Last week a friend and I took a last minute road trip.
We went to a Church Planter’s Conference in
Raleigh North Carolina.
(more about that later)
Anyway before the conference started we stopped for lunch at place called Hot Weiners.
Like their name says, they only serve hot dogs.
They serve them plain or with your choice of coney sauce, mustard, and onions.
It’s an old school “lunch counter” kind of place, so you just come in and sit at the counter wherever there's a seat.
Consequently you end up setting next to people you don’t even know, but who eventually become friends.
Remember this is the south, so I decided to talk to the two ladies next to me. One was 80 and the other was 85. I know how old they were because they told me! Anyway, they had just gotten done delivering meals on wheels to shut-ins and were treating themselves to lunch. I asked the "girls" if they eat here often. They said, “all the time.” I also asked them where they were from. They said they were locals and were quite proud of it. Later they left and the owner/waitress came over and said to us, “You made their day.” I think they loved just having someone talk to them, not to mention somebody younger call them "girls".
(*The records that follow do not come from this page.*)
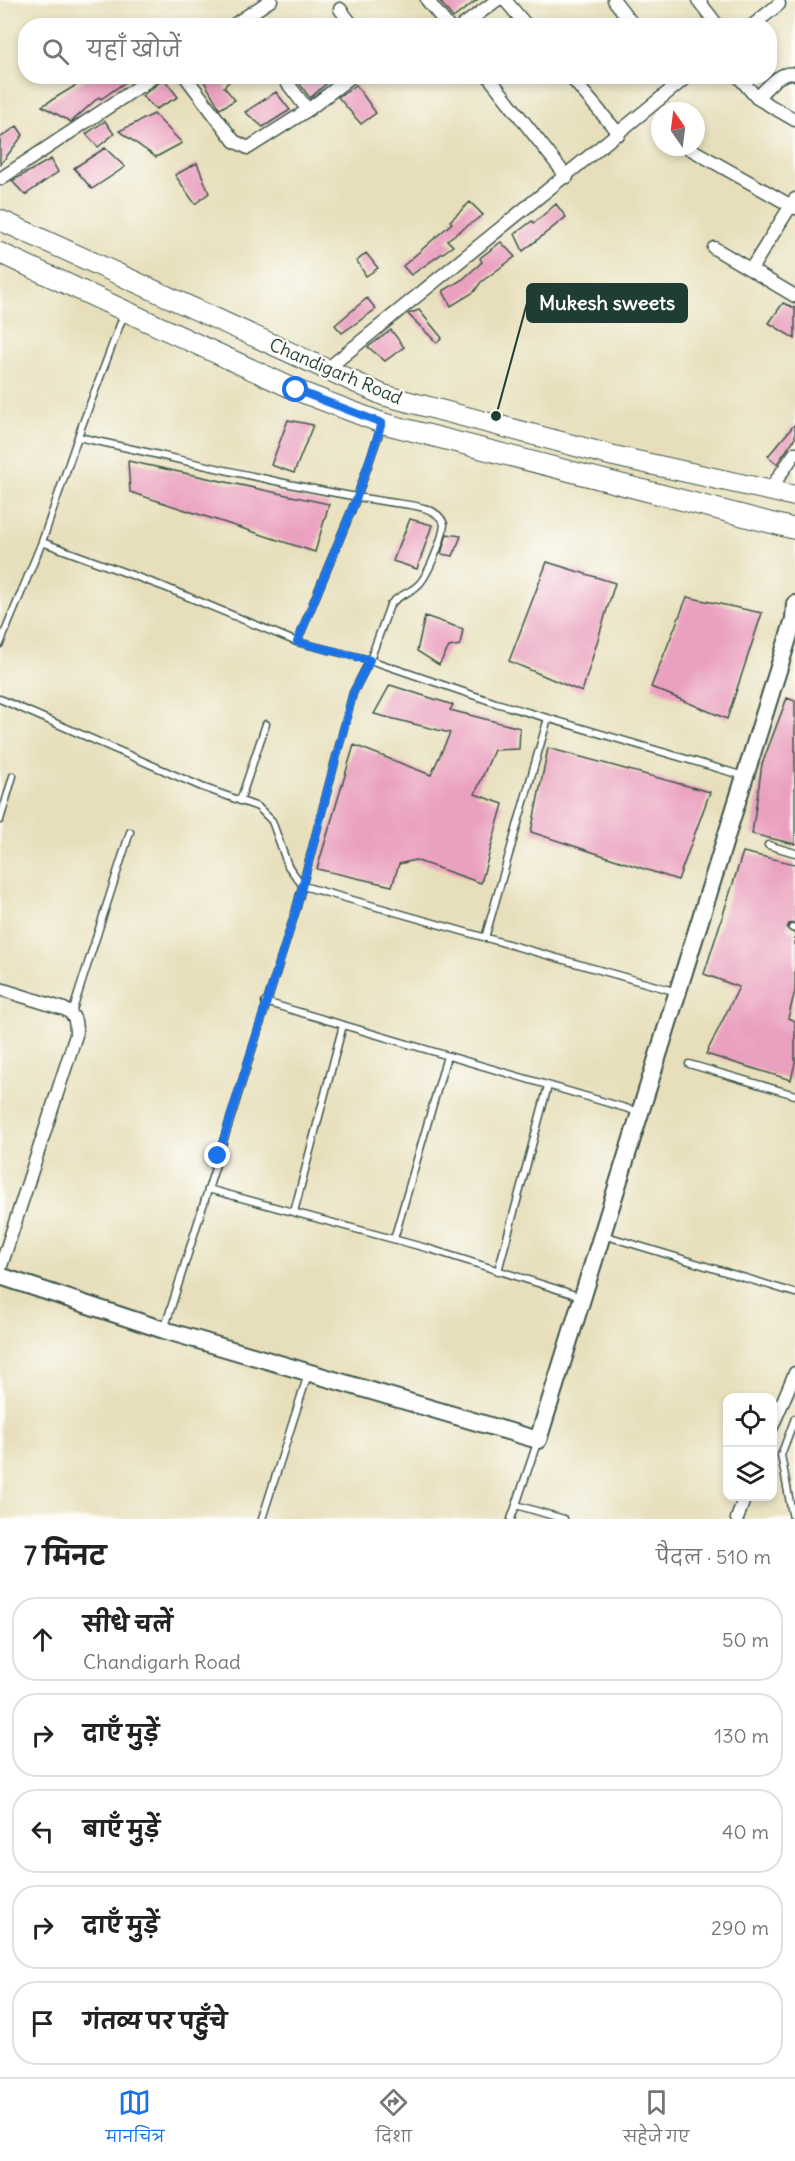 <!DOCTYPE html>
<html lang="hi">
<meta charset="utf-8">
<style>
body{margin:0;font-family:Delius,"Playpen Sans Deva",sans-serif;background:#f6f6f6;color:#222}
.controls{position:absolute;right:18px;bottom:18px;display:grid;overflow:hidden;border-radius:12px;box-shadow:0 3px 9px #0003}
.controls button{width:54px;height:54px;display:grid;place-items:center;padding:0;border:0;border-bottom:2px solid #e0e0e0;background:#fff;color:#222;font:30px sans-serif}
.compass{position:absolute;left:651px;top:102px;width:54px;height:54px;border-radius:50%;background:#fff;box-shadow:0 3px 9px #0003;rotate:346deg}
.stop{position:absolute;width:18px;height:18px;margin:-14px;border:4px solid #1a73e8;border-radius:50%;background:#fff}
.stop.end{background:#1a73e8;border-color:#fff;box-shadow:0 2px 6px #0008}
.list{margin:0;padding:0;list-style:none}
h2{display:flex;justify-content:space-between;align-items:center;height:78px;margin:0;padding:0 24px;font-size:26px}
h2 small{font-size:20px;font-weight:400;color:#767676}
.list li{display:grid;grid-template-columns:39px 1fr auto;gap:18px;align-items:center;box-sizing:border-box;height:84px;margin:0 12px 12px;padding:0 12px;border:2px solid #e0e0e0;border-radius:24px}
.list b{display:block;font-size:22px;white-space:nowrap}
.list p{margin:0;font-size:20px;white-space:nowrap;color:#767676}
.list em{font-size:20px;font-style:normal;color:#767676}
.icon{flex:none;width:33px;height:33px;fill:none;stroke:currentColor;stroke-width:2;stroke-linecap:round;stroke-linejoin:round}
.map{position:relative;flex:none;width:795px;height:1519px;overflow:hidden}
.search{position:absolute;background:#fff;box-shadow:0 3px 9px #0003;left:18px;right:18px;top:18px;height:66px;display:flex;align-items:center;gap:15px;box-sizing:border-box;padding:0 21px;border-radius:24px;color:#767676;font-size:22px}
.sheet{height:558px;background:#fff}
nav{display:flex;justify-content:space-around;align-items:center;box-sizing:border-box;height:84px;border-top:2px solid #e0e0e0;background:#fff;font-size:16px;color:#767676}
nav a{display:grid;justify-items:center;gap:3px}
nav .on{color:#1a73e8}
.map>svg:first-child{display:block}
</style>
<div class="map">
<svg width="795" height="1519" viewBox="0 0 795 1519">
<rect width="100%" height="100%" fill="#fdfcf7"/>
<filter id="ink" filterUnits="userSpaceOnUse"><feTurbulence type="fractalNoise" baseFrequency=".0167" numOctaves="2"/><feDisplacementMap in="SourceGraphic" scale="12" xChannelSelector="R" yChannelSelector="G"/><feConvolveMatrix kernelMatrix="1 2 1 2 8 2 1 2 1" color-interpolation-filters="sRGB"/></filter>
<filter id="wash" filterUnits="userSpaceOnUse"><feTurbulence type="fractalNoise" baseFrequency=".008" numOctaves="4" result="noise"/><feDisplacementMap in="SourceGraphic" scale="24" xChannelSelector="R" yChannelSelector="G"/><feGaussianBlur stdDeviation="1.35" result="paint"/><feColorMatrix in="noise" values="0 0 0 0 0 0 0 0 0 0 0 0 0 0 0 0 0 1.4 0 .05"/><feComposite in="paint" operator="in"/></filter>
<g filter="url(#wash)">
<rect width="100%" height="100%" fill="#e7dfbb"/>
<g id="blocks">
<path fill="#eaa0bf" d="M 439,0 L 477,0 L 453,18 Z
M 91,76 L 134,76 L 101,99 L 99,97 L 71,122 L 42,106 Z
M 201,76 L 234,76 L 224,87 L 235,100 L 220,109 Z
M 294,76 L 324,76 L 328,82 L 310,98 Z
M 164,79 L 178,97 L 156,109 L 142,96 Z
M 356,85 L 376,113 L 361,124 L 338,97 Z
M 276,92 L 290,110 L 263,127 L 245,112 Z
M 154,114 L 182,143 L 156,157 L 119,131 Z
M 105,121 L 114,134 L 98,147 L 86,134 Z
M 17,126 L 23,135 L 0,165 L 0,138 Z
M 105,148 L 125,167 L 92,189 L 74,168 Z
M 51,159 L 58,172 L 25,195 L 12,181 Z
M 197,163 L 209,193 L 195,204 L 175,175 Z
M 470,202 L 483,215 L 447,240 L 453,246 L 411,275 L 403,266 L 452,223 L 450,221 Z
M 556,204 L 566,217 L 523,251 L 515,234 L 532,221 L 534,223 Z
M 501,242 L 515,257 L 481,282 L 474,292 L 451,306 L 443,291 L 463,279 L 482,262 L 480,258 Z
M 366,253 L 378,268 L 366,276 L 357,261 Z
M 367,298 L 376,309 L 342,333 L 335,325 Z
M 783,303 L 795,308 L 795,339 L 769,323 Z
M 419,310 L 442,338 L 437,343 L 408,314 Z
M 391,330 L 404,347 L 385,361 L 368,347 Z
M 288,420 L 313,425 L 294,473 L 271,465 Z
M 795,424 L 795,438 L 777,464 L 768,456 Z
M 128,461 L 329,504 L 315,552 L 130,492 Z
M 410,519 L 432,525 L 417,569 L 393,561 Z
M 447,534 L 461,536 L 453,556 L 441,554 Z
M 547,562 L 615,583 L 582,692 L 509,661 Z
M 687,597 L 762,613 L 727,719 L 651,687 Z
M 425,616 L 463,629 L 460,645 L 449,647 L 439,665 L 417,651 Z
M 390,685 L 453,705 L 450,710 L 520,728 L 519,749 L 494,750 L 475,794 L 503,804 L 481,883 L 415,860 L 399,864 L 392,886 L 317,869 L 354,745 L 431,775 L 450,733 L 374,714 Z
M 787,698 L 795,701 L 795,844 L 752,834 L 762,764 Z
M 548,748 L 710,792 L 678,880 L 531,832 Z
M 743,852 L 795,864 L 795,923 L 789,924 L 787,928 L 795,934 L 795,991 L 788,1018 L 795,1021 L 795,1063 L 791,1080 L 706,1054 L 739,987 L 704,974 Z"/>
</g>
</g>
<g filter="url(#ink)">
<use href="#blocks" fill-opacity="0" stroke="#3d5548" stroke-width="1.5"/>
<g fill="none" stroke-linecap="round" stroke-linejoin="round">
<g stroke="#3d5548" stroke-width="9">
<path id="lane" d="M 78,437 C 181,459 284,486 388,502 C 407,505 437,505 444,524 C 443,538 428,577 417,586 C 408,594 398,595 390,605 L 370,660 L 353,693 L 296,910 L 164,1330
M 42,542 L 167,588 L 297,642 L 370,660 L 496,703 L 744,776
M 297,642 L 357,497 L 382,425
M 0,644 L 42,542 L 81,428 L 124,314
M 0,699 L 202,787 L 258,807 L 272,821 L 288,866 L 303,886 L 677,992
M 240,801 L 266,724
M 0,820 L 13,776
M 768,845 L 795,853
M 792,928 L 795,929
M 485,938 L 548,718
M 265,1002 L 639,1112
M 72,1013 L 130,832
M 689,1064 L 795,1095
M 208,1189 L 430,1249 L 582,1297
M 294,1212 L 343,1025
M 603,1235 L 795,1293
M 394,1239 L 447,1056
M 498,1271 L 548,1086
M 516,1505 L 538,1440
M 262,1519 L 308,1374
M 511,1519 L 516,1505 L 564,1519
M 793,1519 L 781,1455 L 795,1418"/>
</g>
<g stroke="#3d5548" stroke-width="15">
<path id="street" d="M 427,0 L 448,26
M 505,0 L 527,26
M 614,0 L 634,26
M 698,0 L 718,26
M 340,9 L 353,26
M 232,26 L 271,0
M 462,26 L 497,0
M 752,26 L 779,4
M 185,76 L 234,141 L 248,148 L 308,110 L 352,76
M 282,76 L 308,110
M 488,76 L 567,177
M 570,76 L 619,134
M 738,76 L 757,98 L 795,120
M 757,98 C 767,88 780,70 795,74
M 687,147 L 795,208
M 0,179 L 155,76
M 714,248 L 795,296
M 751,269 L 795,199
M 327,369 L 688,76
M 769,491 L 795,453
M 0,989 L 64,1009 C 76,1015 76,1022 76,1035 L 0,1269
M 772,1427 L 795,1373
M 737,1519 L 745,1496"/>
</g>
<g stroke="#3d5548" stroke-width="20">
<path id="secondary" d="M 0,1276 L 164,1330 L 538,1440 L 794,619 L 795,604"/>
</g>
<g stroke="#3d5548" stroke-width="22">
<path id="primary" d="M 0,220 L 383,395 L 614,456 L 795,496
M 0,253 L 296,390 L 382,423 L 795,529"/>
</g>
<use href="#lane" stroke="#fff" stroke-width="6"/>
<use href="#street" stroke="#fff" stroke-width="12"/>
<use href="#secondary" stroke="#fff" stroke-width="16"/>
<use href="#primary" stroke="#fff" stroke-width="20"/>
</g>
</g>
<g fill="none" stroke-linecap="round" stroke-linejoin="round" filter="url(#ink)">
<path stroke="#1a73e8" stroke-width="8" d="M 218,1156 L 296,910 L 353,693 L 370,660 L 297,642 L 357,497 L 382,423 L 296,390"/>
</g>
<g text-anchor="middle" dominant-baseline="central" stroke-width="4.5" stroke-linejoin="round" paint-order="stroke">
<g font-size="18" fill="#1f3d34" stroke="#fdfcf7">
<text transform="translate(336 371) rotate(23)">Chandigarh Road</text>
</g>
</g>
<path fill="none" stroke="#1f3d34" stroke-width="2" d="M496 416L527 303"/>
<circle fill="#1f3d34" stroke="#fdfcf7" stroke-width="2" cx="496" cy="416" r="6"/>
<rect fill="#1f3d34" stroke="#1f3d34" stroke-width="2" x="527" y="284" width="160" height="38" rx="6"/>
<g font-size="20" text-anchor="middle" font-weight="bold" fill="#fff">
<text x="607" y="310">Mukesh sweets</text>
</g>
</svg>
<div class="controls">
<button><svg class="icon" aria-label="locate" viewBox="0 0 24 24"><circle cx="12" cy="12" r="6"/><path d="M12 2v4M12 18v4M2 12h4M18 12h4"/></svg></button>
<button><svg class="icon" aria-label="layers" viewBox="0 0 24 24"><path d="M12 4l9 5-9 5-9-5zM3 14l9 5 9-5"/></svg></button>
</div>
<svg class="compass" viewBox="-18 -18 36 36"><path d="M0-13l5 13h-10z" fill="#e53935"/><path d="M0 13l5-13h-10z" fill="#767676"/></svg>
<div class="stop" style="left:296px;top:390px"></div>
<div class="stop end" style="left:218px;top:1156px"></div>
<div class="search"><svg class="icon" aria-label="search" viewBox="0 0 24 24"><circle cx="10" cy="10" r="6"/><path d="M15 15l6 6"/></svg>यहाँ खोजें</div>
</div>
<section class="sheet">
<h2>7 मिनट<small>पैदल · 510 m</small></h2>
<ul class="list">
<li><svg class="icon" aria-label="ahead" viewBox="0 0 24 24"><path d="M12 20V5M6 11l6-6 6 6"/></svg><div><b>सीधे चलें</b><p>Chandigarh Road</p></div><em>50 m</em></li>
<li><svg class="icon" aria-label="right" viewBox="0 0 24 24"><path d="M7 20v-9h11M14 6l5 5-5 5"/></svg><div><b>दाएँ मुड़ें</b></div><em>130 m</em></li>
<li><svg class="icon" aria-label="left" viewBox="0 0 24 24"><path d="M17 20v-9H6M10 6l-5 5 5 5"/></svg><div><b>बाएँ मुड़ें</b></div><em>40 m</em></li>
<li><svg class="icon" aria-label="right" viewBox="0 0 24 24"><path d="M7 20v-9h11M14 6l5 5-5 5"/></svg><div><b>दाएँ मुड़ें</b></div><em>290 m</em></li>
<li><svg class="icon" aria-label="arrive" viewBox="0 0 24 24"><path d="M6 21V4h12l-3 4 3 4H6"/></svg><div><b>गंतव्य पर पहुँचे</b></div></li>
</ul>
</section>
<nav>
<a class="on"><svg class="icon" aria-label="map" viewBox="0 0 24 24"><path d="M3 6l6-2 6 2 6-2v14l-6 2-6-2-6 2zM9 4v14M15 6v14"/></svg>मानचित्र</a>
<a><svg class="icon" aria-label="directions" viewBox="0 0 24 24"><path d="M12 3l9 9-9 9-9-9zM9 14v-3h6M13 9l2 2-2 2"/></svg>दिशा</a>
<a><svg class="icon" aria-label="saved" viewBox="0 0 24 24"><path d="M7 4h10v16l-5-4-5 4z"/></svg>सहेजे गए</a>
</nav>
Later two more people took their place. They were a husband and wife, a bit younger, only 70 something. (I choose all the really “hip” places to eat!) I asked them if they come here very often. They said, “all the time and they would come more often but they aren’t open for supper.
When we left I realized what happened. I had a chance to do carry out the truth of something John Wesley said hundreds of years earlier, “Do all the good you can, by all the means you can, in all the ways you can, in all the places you can, at all the times you can, to all the people you can, as long as you can.”
While I was in
Raleigh, someone called and wondered if I would do her mom’s funeral.
I knew them from the church I was a long time ago.
They don’t go there any more.
I guess they don’t go anywhere.
(I suppose 27 years isn’t enough time to find another church?!)
Anyway, pray for me.
I’m doing the funeral tomorrow.
I think it’s a test, a test to see if I willing to do all the good I can, by all the means I can, in all the ways I can, in all they places I can, at all the times I can, to all the people I can, as long as I can, even when I don’t feel like it!